PROBLEM TO WORK ON: Write out the whole listing exactly; no images belong in it.

INFORMATION SHOWN:
######

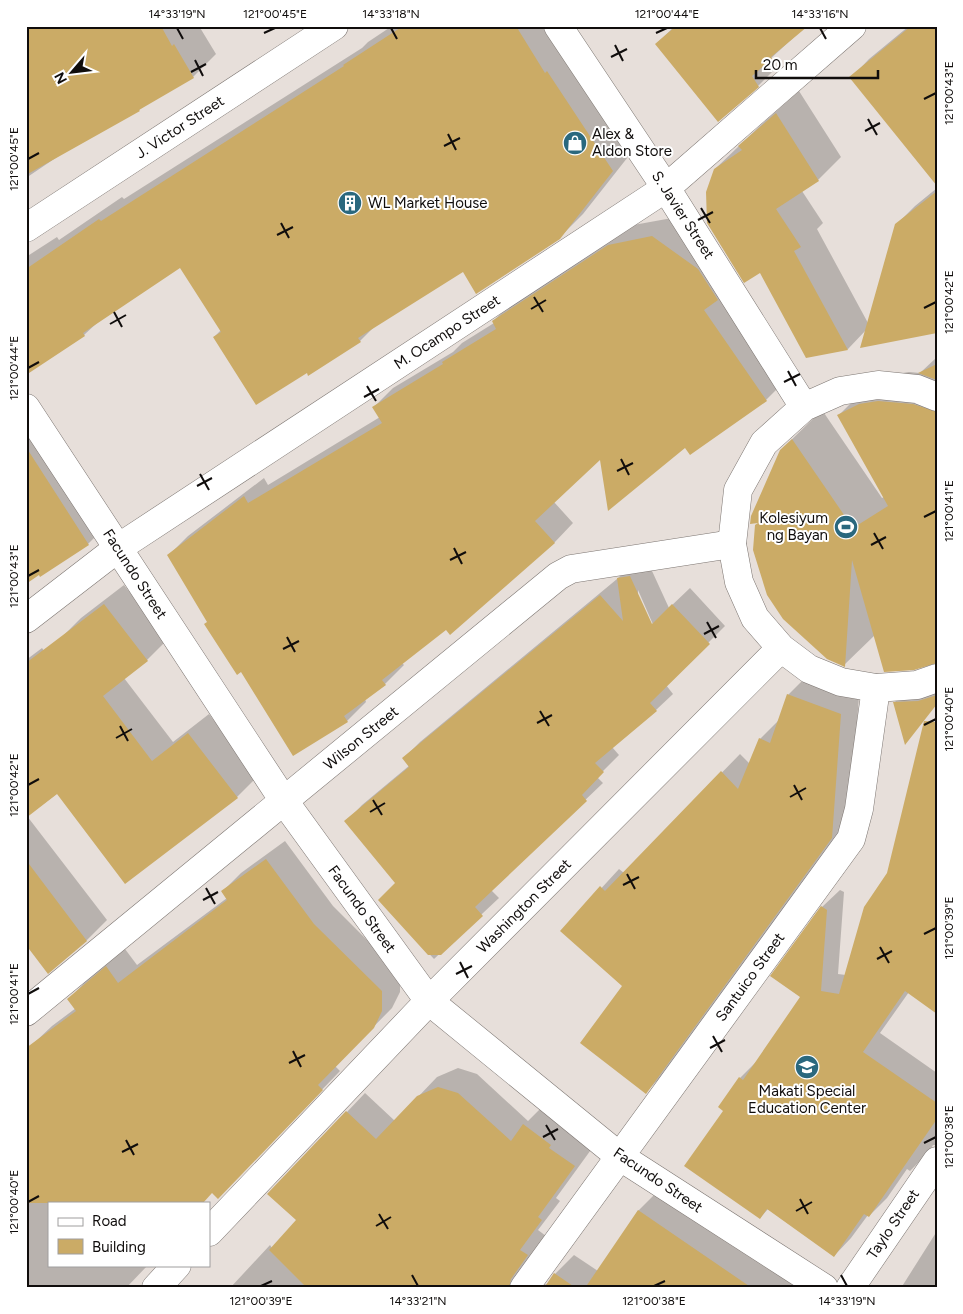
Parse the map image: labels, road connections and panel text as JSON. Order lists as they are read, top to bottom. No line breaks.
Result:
{"streets":{"street":["J. Victor Street","S. Javier Street","M. Ocampo Street","Facundo Street","Wilson Street","Washington Street","Santuico Street","Taylo Street"]},"crossings":[["S. Javier Street","M. Ocampo Street"],["M. Ocampo Street","Facundo Street"],["Facundo Street","Wilson Street"],["Facundo Street","Washington Street"],["Facundo Street","Santuico Street"]],"places":{"shop":["Alex & Aldon Store"],"building":["WL Market House"],"sports":["Kolesiyum ng Bayan"],"school or university":["Makati Special Education Center"]},"legend":["Road","Building"],"scale_bar":"20 m","north":"bottom left","coordinates":["14°33'19\"N","121°00'45\"E","14°33'18\"N","121°00'44\"E","14°33'16\"N","121°00'43\"E","121°00'42\"E","121°00'41\"E","121°00'40\"E","121°00'39\"E","121°00'38\"E","14°33'21\"N"]}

######

WRITTEN SOLUTION:
Parse the map image: labels, road connections and panel text as JSON. Order lists as they are read, top to bottom. No line breaks.
Result:
{"streets":{"street":["J. Victor Street","S. Javier Street","M. Ocampo Street","Facundo Street","Wilson Street","Washington Street","Santuico Street","Taylo Street"]},"crossings":[["S. Javier Street","M. Ocampo Street"],["M. Ocampo Street","Facundo Street"],["Facundo Street","Wilson Street"],["Facundo Street","Washington Street"],["Facundo Street","Santuico Street"]],"places":{"shop":["Alex & Aldon Store"],"building":["WL Market House"],"sports":["Kolesiyum ng Bayan"],"school or university":["Makati Special Education Center"]},"legend":["Road","Building"],"scale_bar":"20 m","north":"bottom left","coordinates":["14°33'19\"N","121°00'45\"E","14°33'18\"N","121°00'44\"E","14°33'16\"N","121°00'43\"E","121°00'42\"E","121°00'41\"E","121°00'40\"E","121°00'39\"E","121°00'38\"E","14°33'21\"N"]}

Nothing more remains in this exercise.